Could you set down the listing below exactly and omit its images?

[Opening Listed records section]

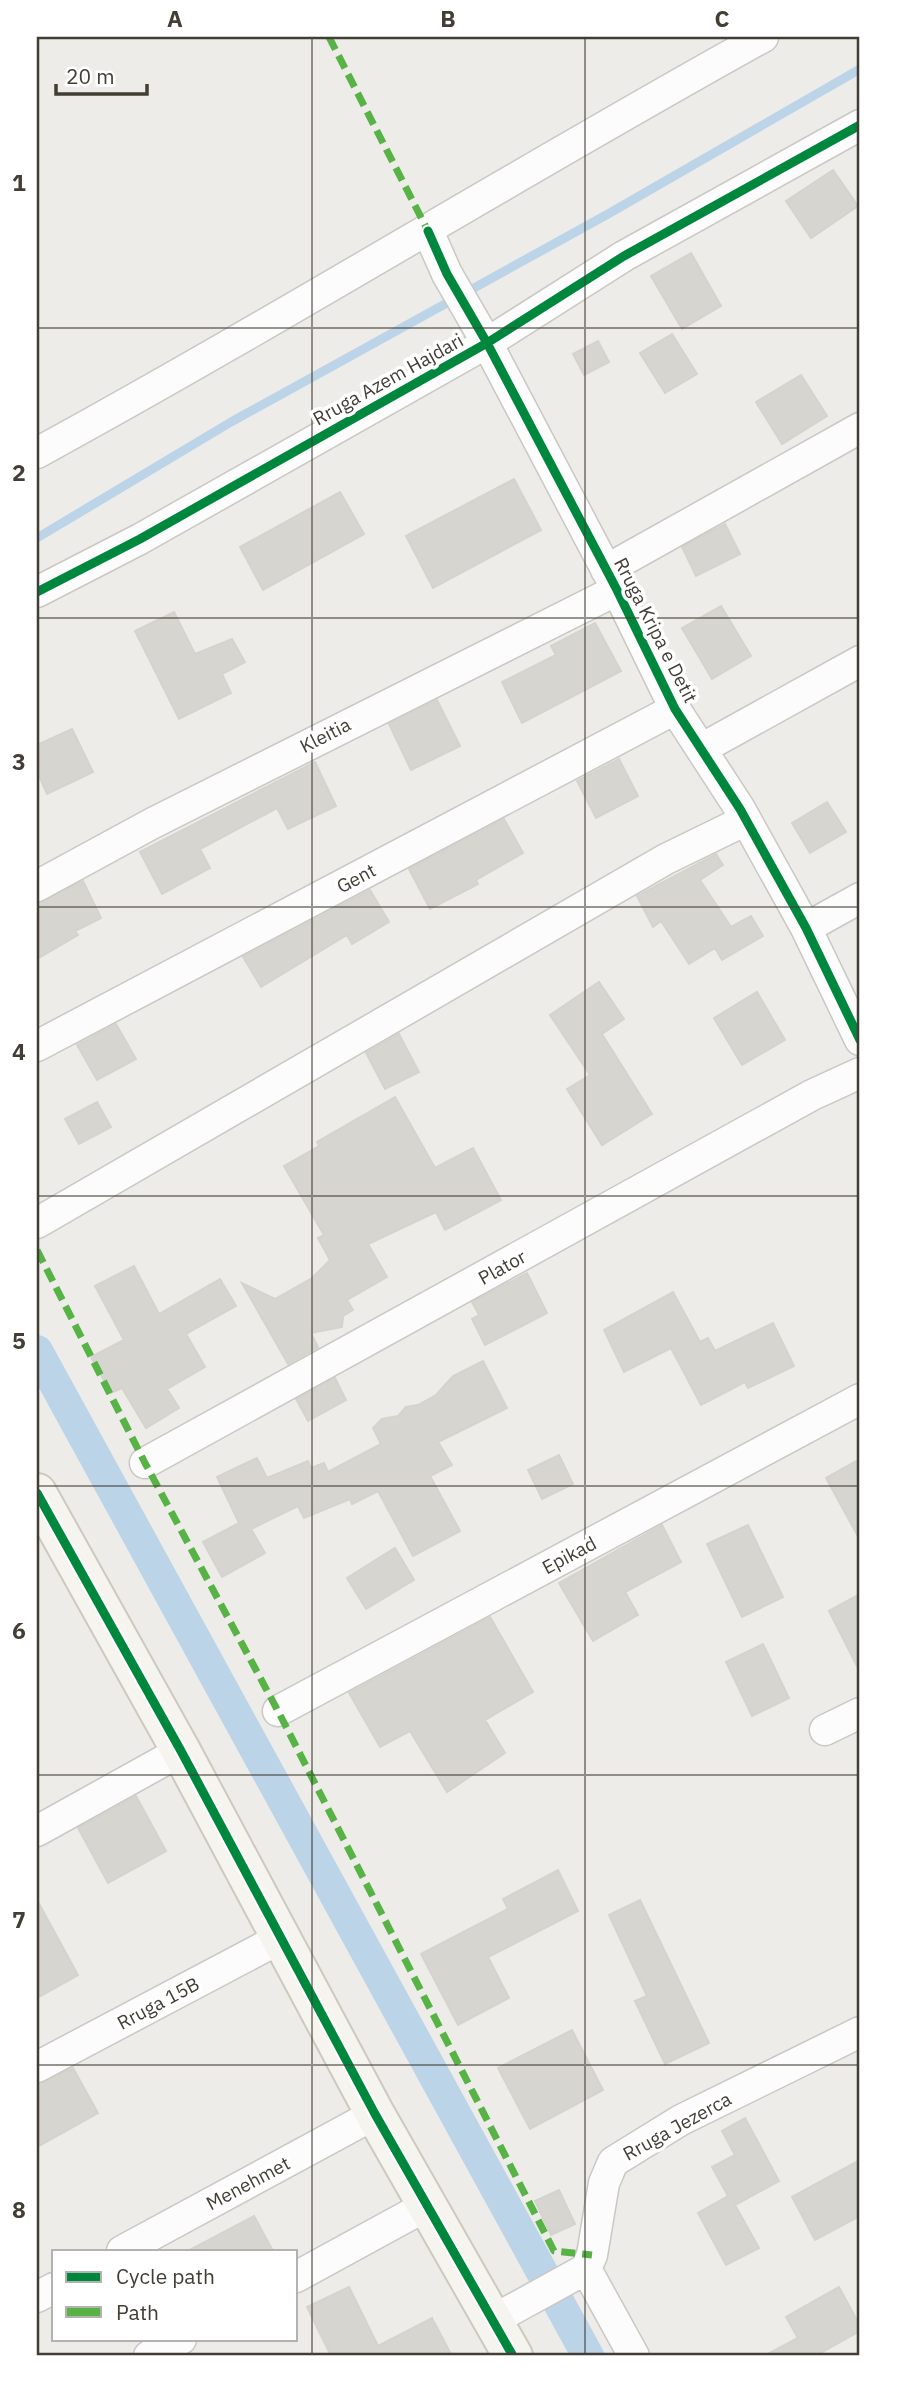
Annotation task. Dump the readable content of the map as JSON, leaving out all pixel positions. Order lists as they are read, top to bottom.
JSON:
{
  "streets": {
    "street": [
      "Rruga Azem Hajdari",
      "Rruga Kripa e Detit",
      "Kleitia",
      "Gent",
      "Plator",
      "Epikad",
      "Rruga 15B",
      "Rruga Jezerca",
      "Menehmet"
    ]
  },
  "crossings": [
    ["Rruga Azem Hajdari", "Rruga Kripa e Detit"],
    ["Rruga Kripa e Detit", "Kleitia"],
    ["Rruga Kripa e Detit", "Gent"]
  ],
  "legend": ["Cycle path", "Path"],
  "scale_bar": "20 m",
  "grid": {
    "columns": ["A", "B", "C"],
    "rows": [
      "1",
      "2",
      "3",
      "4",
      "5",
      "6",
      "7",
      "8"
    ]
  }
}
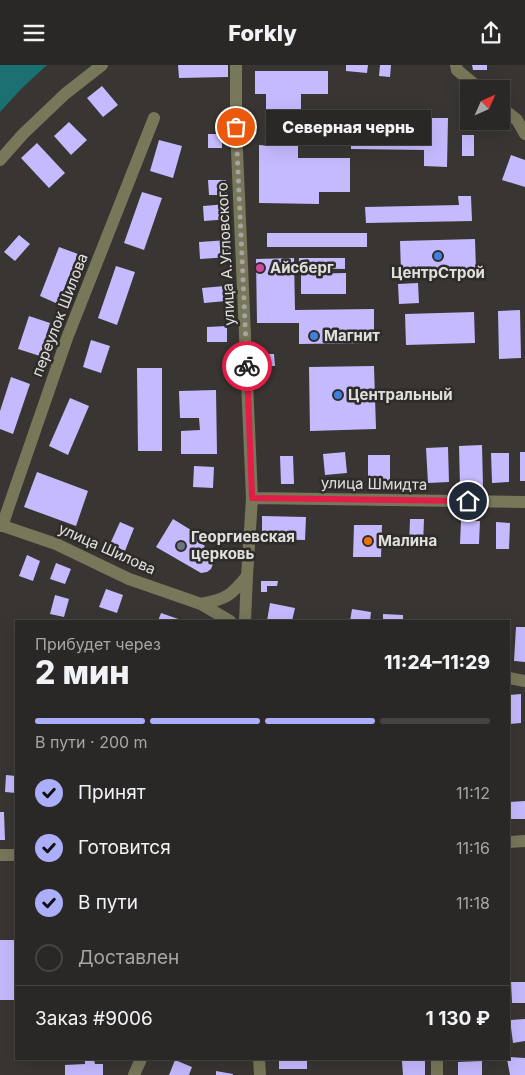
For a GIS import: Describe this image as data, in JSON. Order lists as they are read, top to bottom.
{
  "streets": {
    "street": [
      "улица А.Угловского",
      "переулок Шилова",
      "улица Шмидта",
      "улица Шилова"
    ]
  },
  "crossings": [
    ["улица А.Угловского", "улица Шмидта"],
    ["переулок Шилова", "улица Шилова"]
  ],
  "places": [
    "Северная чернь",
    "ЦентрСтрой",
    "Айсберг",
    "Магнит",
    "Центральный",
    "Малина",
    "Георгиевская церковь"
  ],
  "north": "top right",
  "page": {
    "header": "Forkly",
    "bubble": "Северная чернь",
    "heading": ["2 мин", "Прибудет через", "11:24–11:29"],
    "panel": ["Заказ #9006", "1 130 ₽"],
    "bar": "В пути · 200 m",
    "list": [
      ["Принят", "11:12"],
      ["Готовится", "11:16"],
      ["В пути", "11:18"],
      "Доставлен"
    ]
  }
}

[Closing Listed records section]

▶ _Exercise solution_
Annotation task. Dump the readable content of the map as JSON, leaving out all pixel positions. Order lists as they are read, top to bottom.
JSON:
{
  "streets": {
    "street": [
      "Rruga Azem Hajdari",
      "Rruga Kripa e Detit",
      "Kleitia",
      "Gent",
      "Plator",
      "Epikad",
      "Rruga 15B",
      "Rruga Jezerca",
      "Menehmet"
    ]
  },
  "crossings": [
    ["Rruga Azem Hajdari", "Rruga Kripa e Detit"],
    ["Rruga Kripa e Detit", "Kleitia"],
    ["Rruga Kripa e Detit", "Gent"]
  ],
  "legend": ["Cycle path", "Path"],
  "scale_bar": "20 m",
  "grid": {
    "columns": ["A", "B", "C"],
    "rows": [
      "1",
      "2",
      "3",
      "4",
      "5",
      "6",
      "7",
      "8"
    ]
  }
}
For a GIS import: Describe this image as data, in JSON. Order lists as they are read, top to bottom.
{
  "streets": {
    "street": [
      "улица А.Угловского",
      "переулок Шилова",
      "улица Шмидта",
      "улица Шилова"
    ]
  },
  "crossings": [
    ["улица А.Угловского", "улица Шмидта"],
    ["переулок Шилова", "улица Шилова"]
  ],
  "places": [
    "Северная чернь",
    "ЦентрСтрой",
    "Айсберг",
    "Магнит",
    "Центральный",
    "Малина",
    "Георгиевская церковь"
  ],
  "north": "top right",
  "page": {
    "header": "Forkly",
    "bubble": "Северная чернь",
    "heading": ["2 мин", "Прибудет через", "11:24–11:29"],
    "panel": ["Заказ #9006", "1 130 ₽"],
    "bar": "В пути · 200 m",
    "list": [
      ["Принят", "11:12"],
      ["Готовится", "11:16"],
      ["В пути", "11:18"],
      "Доставлен"
    ]
  }
}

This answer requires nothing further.